TASK GOAL:
Keeping every word the same, return the listing from its first line until the line holding "const poly = rows" has been returned as well.
-- Opening Marker --
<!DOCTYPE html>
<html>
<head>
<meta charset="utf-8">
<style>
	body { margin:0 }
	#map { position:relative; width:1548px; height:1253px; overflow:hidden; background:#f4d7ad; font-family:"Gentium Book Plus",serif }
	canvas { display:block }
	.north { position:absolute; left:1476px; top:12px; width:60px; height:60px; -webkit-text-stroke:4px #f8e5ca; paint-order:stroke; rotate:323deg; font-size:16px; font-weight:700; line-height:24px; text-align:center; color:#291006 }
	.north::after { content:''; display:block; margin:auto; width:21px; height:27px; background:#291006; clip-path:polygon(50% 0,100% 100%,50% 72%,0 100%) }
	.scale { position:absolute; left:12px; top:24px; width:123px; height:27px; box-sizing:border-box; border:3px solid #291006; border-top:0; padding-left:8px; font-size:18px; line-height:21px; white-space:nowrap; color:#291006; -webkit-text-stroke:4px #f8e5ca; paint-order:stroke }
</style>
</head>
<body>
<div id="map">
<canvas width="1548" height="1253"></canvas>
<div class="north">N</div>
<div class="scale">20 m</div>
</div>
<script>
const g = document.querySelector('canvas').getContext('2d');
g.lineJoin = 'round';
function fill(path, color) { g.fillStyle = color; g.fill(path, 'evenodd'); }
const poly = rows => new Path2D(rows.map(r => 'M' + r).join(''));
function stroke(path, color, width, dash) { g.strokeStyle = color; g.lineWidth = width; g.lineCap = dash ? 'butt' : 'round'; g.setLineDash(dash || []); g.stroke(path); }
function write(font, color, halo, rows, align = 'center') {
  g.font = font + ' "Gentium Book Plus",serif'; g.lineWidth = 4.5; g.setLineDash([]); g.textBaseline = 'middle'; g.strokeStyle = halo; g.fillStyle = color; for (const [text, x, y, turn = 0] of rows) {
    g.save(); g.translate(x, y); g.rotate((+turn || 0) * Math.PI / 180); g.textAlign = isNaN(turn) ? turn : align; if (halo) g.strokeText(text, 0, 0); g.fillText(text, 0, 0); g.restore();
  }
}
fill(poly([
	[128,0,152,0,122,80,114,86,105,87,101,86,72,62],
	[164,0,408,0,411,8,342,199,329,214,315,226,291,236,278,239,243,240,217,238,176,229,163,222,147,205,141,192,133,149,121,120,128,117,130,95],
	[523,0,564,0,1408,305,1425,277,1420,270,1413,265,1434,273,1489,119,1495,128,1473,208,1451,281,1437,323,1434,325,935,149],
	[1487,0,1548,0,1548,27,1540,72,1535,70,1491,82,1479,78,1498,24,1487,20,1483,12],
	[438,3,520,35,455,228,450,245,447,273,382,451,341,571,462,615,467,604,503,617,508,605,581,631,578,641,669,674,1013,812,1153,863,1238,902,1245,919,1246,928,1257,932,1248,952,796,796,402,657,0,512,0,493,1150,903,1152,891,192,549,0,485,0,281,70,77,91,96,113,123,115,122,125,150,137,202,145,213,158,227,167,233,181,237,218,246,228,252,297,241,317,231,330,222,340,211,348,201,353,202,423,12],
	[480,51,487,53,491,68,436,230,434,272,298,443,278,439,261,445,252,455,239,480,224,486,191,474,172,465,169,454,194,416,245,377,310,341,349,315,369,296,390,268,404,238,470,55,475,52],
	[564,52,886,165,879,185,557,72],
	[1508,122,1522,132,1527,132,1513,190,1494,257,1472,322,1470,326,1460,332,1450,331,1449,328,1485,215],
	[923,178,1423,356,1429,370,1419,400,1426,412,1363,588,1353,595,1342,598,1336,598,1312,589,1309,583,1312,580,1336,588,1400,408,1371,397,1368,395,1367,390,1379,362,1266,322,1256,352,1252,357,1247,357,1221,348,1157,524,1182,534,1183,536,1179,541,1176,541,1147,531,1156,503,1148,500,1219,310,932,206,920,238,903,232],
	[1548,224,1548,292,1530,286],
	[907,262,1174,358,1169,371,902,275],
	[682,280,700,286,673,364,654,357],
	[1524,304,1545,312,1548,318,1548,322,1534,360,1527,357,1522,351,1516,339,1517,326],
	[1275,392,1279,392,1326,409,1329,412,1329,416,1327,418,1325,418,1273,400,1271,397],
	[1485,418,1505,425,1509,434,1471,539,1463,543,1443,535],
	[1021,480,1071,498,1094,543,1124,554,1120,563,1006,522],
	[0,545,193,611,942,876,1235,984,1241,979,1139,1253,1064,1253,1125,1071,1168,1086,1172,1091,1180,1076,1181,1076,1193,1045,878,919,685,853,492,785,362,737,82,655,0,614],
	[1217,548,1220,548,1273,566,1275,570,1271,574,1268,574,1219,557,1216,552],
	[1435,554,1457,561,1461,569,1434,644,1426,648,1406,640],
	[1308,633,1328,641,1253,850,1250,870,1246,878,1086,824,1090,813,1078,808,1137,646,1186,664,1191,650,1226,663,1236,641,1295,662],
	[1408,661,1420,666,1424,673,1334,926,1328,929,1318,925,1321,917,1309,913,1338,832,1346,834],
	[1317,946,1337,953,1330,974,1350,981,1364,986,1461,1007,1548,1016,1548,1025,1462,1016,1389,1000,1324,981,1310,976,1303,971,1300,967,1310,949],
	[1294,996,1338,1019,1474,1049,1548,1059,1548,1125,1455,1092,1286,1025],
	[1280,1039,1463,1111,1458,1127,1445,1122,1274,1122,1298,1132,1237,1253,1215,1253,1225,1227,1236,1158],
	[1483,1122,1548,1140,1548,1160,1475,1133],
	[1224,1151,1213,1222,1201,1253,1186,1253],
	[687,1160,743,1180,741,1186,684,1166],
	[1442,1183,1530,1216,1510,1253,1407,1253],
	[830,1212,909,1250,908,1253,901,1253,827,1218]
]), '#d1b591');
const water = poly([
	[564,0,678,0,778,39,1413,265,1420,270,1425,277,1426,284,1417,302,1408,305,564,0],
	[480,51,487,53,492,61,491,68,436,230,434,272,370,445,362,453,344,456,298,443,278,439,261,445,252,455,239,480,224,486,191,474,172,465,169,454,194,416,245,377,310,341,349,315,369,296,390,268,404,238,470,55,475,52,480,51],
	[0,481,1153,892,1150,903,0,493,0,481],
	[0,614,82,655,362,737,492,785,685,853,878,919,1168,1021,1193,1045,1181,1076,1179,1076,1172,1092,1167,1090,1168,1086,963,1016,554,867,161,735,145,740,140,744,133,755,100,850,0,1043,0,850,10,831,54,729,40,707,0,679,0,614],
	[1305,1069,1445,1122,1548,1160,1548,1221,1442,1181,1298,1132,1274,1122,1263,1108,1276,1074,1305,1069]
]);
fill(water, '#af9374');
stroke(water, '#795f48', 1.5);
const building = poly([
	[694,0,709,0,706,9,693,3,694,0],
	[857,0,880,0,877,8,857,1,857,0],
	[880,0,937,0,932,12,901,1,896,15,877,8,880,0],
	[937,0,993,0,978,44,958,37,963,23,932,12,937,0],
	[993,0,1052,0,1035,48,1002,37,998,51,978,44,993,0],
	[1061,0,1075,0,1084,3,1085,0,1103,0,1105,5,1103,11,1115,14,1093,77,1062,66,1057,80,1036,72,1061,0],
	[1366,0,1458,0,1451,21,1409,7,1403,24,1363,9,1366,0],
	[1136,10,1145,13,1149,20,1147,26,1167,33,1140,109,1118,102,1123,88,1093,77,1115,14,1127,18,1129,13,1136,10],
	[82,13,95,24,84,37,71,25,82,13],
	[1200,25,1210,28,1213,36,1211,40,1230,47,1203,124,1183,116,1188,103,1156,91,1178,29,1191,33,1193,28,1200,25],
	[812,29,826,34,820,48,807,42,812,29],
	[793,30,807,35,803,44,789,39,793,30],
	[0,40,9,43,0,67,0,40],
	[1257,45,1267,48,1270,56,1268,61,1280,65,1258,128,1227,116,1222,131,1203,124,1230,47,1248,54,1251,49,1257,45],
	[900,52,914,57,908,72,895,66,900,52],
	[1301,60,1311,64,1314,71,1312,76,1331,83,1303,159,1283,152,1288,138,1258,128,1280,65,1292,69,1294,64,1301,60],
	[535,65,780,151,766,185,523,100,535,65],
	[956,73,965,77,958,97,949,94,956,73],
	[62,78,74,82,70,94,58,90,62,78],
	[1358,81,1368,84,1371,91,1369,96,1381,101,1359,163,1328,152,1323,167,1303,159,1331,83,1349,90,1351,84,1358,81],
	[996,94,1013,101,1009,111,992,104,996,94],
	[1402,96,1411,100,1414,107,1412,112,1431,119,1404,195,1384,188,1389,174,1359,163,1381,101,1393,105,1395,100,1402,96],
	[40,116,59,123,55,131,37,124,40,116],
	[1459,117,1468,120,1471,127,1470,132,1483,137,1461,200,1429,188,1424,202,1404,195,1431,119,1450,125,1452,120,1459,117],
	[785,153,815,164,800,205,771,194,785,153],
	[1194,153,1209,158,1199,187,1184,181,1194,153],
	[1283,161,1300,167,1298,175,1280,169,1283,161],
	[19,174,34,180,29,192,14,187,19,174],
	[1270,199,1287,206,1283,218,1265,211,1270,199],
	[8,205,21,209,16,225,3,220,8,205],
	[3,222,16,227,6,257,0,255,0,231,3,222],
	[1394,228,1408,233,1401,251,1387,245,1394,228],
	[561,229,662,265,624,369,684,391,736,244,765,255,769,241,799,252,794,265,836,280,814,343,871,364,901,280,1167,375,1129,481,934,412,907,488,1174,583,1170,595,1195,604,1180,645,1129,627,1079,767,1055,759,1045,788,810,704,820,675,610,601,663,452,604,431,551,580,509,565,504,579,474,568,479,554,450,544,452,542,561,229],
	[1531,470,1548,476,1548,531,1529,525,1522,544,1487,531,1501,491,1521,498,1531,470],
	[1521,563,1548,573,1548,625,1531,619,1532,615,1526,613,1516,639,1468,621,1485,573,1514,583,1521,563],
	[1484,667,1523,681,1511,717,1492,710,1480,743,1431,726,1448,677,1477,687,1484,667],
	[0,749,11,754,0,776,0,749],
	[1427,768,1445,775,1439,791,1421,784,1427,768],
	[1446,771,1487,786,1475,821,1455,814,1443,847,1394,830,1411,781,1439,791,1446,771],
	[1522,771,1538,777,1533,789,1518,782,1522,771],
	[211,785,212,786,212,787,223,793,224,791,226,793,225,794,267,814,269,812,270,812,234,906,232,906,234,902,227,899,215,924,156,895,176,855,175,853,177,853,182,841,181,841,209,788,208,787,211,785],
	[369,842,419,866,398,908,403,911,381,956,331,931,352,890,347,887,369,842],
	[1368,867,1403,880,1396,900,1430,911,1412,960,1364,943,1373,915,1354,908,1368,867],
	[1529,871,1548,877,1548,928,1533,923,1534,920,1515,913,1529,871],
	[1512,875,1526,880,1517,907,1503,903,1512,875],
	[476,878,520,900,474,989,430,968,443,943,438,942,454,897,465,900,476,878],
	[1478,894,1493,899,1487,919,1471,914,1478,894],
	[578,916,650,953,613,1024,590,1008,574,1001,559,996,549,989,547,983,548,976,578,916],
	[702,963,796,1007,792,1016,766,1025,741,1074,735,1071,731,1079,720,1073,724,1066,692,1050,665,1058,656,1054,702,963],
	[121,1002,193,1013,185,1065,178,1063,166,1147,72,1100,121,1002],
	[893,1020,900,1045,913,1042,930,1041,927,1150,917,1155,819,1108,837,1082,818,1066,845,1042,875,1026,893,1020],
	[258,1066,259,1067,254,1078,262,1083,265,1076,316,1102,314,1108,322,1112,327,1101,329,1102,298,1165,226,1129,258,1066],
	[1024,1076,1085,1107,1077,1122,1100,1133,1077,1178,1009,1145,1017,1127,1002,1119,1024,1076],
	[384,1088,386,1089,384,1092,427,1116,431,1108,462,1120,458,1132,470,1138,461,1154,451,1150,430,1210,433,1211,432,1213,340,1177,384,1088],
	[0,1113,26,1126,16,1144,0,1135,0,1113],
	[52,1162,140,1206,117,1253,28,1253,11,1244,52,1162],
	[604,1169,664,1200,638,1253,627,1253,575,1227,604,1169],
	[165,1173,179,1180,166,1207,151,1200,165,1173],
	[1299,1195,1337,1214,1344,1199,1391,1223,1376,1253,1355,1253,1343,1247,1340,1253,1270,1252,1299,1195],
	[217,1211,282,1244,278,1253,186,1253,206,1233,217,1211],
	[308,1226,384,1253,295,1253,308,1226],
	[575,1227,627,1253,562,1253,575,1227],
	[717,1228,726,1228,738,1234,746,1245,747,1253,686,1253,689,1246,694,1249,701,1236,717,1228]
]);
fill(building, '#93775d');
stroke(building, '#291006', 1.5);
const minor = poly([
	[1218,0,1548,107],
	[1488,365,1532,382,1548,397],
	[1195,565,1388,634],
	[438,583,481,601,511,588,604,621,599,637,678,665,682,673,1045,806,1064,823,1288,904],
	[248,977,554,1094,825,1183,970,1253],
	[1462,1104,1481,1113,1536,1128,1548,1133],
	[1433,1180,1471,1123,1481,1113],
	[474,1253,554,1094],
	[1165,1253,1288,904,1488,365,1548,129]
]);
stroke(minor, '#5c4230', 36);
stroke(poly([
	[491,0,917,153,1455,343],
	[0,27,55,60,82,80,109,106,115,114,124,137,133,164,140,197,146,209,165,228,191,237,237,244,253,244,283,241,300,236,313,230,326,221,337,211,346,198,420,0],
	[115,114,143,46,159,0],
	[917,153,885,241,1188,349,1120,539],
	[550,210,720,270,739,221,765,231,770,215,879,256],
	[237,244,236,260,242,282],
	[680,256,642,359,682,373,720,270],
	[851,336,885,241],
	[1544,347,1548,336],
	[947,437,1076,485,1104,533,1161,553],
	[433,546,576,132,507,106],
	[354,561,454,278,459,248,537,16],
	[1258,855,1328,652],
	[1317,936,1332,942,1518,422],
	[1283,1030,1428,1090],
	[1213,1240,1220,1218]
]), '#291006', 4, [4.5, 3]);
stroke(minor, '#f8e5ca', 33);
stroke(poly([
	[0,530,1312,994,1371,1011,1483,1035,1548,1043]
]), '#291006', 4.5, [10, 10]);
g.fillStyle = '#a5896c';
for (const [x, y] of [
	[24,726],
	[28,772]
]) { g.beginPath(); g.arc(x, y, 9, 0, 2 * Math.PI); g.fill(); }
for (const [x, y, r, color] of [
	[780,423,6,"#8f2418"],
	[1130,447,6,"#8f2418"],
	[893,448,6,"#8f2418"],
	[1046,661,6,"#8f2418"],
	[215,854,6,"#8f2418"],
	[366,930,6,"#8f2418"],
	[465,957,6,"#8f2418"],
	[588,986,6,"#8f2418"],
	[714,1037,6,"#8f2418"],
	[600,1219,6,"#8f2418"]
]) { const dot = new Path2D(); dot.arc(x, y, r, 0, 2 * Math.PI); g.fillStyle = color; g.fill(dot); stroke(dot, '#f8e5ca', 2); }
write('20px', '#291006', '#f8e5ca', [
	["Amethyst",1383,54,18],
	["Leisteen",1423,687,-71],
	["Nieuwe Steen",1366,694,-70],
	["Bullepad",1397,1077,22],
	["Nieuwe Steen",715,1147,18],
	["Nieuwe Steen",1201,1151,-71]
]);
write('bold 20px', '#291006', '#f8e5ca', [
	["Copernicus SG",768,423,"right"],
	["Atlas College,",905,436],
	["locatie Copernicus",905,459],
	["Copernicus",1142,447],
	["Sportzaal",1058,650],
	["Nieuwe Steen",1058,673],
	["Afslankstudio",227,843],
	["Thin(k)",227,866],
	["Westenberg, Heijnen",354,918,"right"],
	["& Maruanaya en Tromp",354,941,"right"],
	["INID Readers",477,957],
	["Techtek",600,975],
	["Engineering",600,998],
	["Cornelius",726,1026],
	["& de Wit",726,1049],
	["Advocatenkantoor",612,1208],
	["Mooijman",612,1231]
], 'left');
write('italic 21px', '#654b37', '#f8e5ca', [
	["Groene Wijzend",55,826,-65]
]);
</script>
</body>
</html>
-- Closing Marker --
RESPONSE AREA:
<!DOCTYPE html>
<html>
<head>
<meta charset="utf-8">
<style>
	body { margin:0 }
	#map { position:relative; width:1548px; height:1253px; overflow:hidden; background:#f4d7ad; font-family:"Gentium Book Plus",serif }
	canvas { display:block }
	.north { position:absolute; left:1476px; top:12px; width:60px; height:60px; -webkit-text-stroke:4px #f8e5ca; paint-order:stroke; rotate:323deg; font-size:16px; font-weight:700; line-height:24px; text-align:center; color:#291006 }
	.north::after { content:''; display:block; margin:auto; width:21px; height:27px; background:#291006; clip-path:polygon(50% 0,100% 100%,50% 72%,0 100%) }
	.scale { position:absolute; left:12px; top:24px; width:123px; height:27px; box-sizing:border-box; border:3px solid #291006; border-top:0; padding-left:8px; font-size:18px; line-height:21px; white-space:nowrap; color:#291006; -webkit-text-stroke:4px #f8e5ca; paint-order:stroke }
</style>
</head>
<body>
<div id="map">
<canvas width="1548" height="1253"></canvas>
<div class="north">N</div>
<div class="scale">20 m</div>
</div>
<script>
const g = document.querySelector('canvas').getContext('2d');
g.lineJoin = 'round';
function fill(path, color) { g.fillStyle = color; g.fill(path, 'evenodd'); }
const poly = rows => new Path2D(rows.map(r => 'M' + r).join(''));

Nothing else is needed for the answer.